Lilia waited. Gian nervously tugged at her hand. Mohrai coughed a few times, and whispered something to Alhina.
“Will they come?” Alhina asked Lilia.
“She’ll come,” Lilia said.
They had attracted crowds from both armies. The army on the other side of the table, the Tai Mora, all sat outside their tents, watching. Some stood, sipping tea from metal cups. It seemed to Lilia like an extravagant use of metal.
There was a ripple among the army further back; Lilia followed it with her gaze.
The crowd parted, and two women and two men strode forward. The woman at the front wore chitinous red armor, but no helm. Beside her was a woman wearing a Dorinah-cut dress. The men behind both wore armor as well. The armor was the blue she associated with parajistas. Lilia had wanted to bring parajistas too, but knew that if things went very badly at this table, no amount of parajistas would save her.
The two women at the front she knew. The woman in the armor was the Kai, the one who had attacked her mother with a willowthorn sword while Lilia stood on the other side of the rent between the worlds, screaming.
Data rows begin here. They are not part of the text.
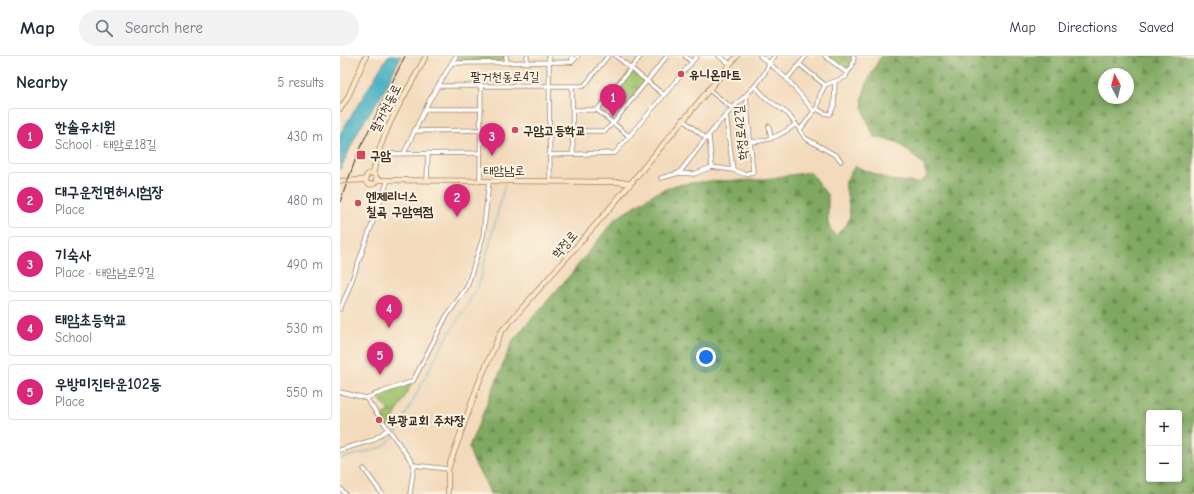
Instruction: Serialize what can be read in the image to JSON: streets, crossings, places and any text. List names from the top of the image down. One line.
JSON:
{"streets":{"main road":["팔거천동로","태암남로","학정로"],"street":["팔거천동로4길","학정로42길"]},"crossings":[["팔거천동로","태암남로"],["태암남로","학정로"]],"places":{"other":["유니온마트","구암고등학교","엔제리너스 칠곡 구암역점","부광교회 주차장"],"transit":["구암"]},"north":"top","page":{"header":"Map","search":"Search here","nav":["Map","Directions","Saved"],"heading":["Nearby","5 results"],"pins":["1","3","2","4","5"],"list":[{"mark":"1","name":"한솔유치원","note":"School · 태암로18길","value":"430 m"},{"mark":"2","name":"대구운전면허시험장","note":"Place","value":"480 m"},{"mark":"3","name":"기숙사","note":"Place · 태암남로9길","value":"490 m"},{"mark":"4","name":"태암초등학교","note":"School","value":"530 m"},{"mark":"5","name":"우방미진타운102동","note":"Place","value":"550 m"}],"map_buttons":["+","−"]}}
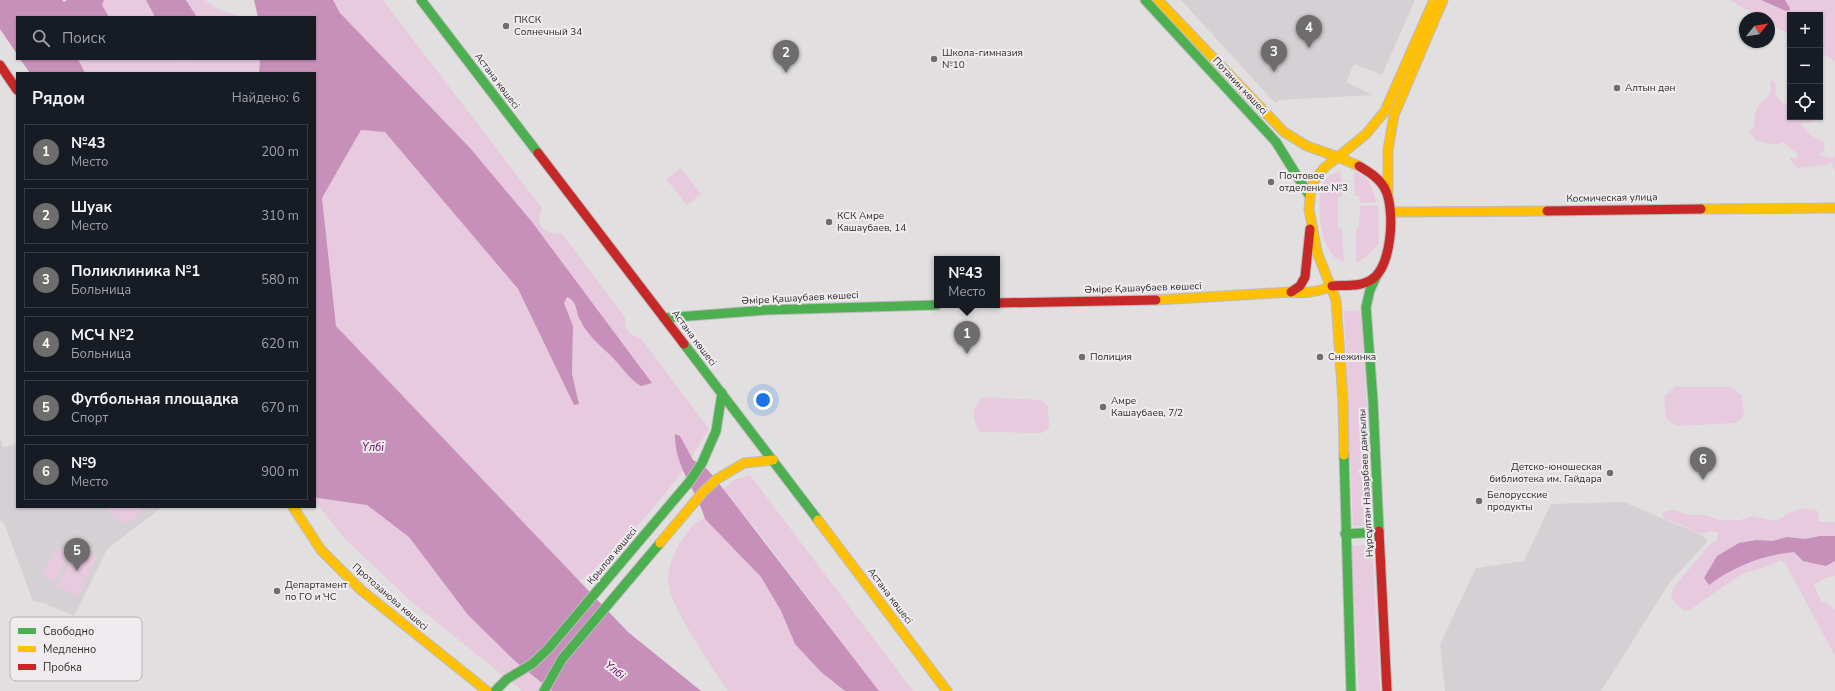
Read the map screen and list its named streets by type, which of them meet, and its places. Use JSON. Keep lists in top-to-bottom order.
{
  "streets": {
    "main road": [
      "Астана көшесі",
      "Потанин көшесі",
      "Космическая улица",
      "Әміре Қашаубаев көшесі",
      "Нұрсұлтан Назарбаев даңғылы",
      "Крылов көшесі",
      "Протозанова көшесі"
    ]
  },
  "crossings": [
    ["Астана көшесі", "Әміре Қашаубаев көшесі"],
    ["Астана көшесі", "Крылов көшесі"],
    ["Потанин көшесі", "Космическая улица"],
    ["Потанин көшесі", "Әміре Қашаубаев көшесі"],
    ["Потанин көшесі", "Нұрсұлтан Назарбаев даңғылы"],
    ["Космическая улица", "Әміре Қашаубаев көшесі"],
    ["Космическая улица", "Нұрсұлтан Назарбаев даңғылы"],
    ["Әміре Қашаубаев көшесі", "Нұрсұлтан Назарбаев даңғылы"]
  ],
  "water": ["Үлбі"],
  "places": [
    "ПКСК Солнечный 34",
    "Школа-гимназия №10",
    "Алтын дән",
    "Почтовое отделение №3",
    "КСК Амре Кашаубаев, 14",
    "Полиция",
    "Снежинка",
    "Амре Кашаубаев, 7/2",
    "Детско-юношеская библиотека им. Гайдара",
    "Белорусские продукты",
    "Департамент по ГО и ЧС"
  ],
  "legend": ["Свободно", "Медленно", "Пробка"],
  "north": "top right",
  "page": {
    "map_buttons": ["+", "−"],
    "pins": [
      "4",
      "3",
      "2",
      "1",
      "6",
      "5"
    ],
    "search": "Поиск",
    "heading": ["Рядом", "Найдено: 6"],
    "list": [
      {
        "mark": "1",
        "name": "№43",
        "note": "Место",
        "value": "200 m"
      },
      {
        "mark": "2",
        "name": "Шуак",
        "note": "Место",
        "value": "310 m"
      },
      {
        "mark": "3",
        "name": "Поликлиника №1",
        "note": "Больница",
        "value": "580 m"
      },
      {
        "mark": "4",
        "name": "МСЧ №2",
        "note": "Больница",
        "value": "620 m"
      },
      {
        "mark": "5",
        "name": "Футбольная площадка",
        "note": "Спорт",
        "value": "670 m"
      },
      {
        "mark": "6",
        "name": "№9",
        "note": "Место",
        "value": "900 m"
      }
    ],
    "popup": ["№43", "Место"]
  }
}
The other was Isoail, the woman who wore Lilia’s mother’s face here, the one who had happily sent Lilia off to the slave camps before realizing she was more useful than she first realized.
Lilia’s stomach knotted. She had to let go of Gian’s hand, then, because she was going to grip it hard enough to hurt her.
As the Kai approached, Lilia reached for some sense of calm, the same calm she had when others were grievously injured, and she had to concentrate wholly on their problem. She felt her fear bleed away. Her hands ceased to tremble.
The Kai was just a woman. Women died.
And Isoail… she should not have been surprised that Isoail had switched sides.
Kirana reached her seat. Placed her hands casually on the back of it. “I was promised your Kai, ugly bird,” she said to Lilia.
“I am the Catori of Dhai,” Mohrai said. “I speak for the Kai. You must excuse his absence. He was called away on other matters.”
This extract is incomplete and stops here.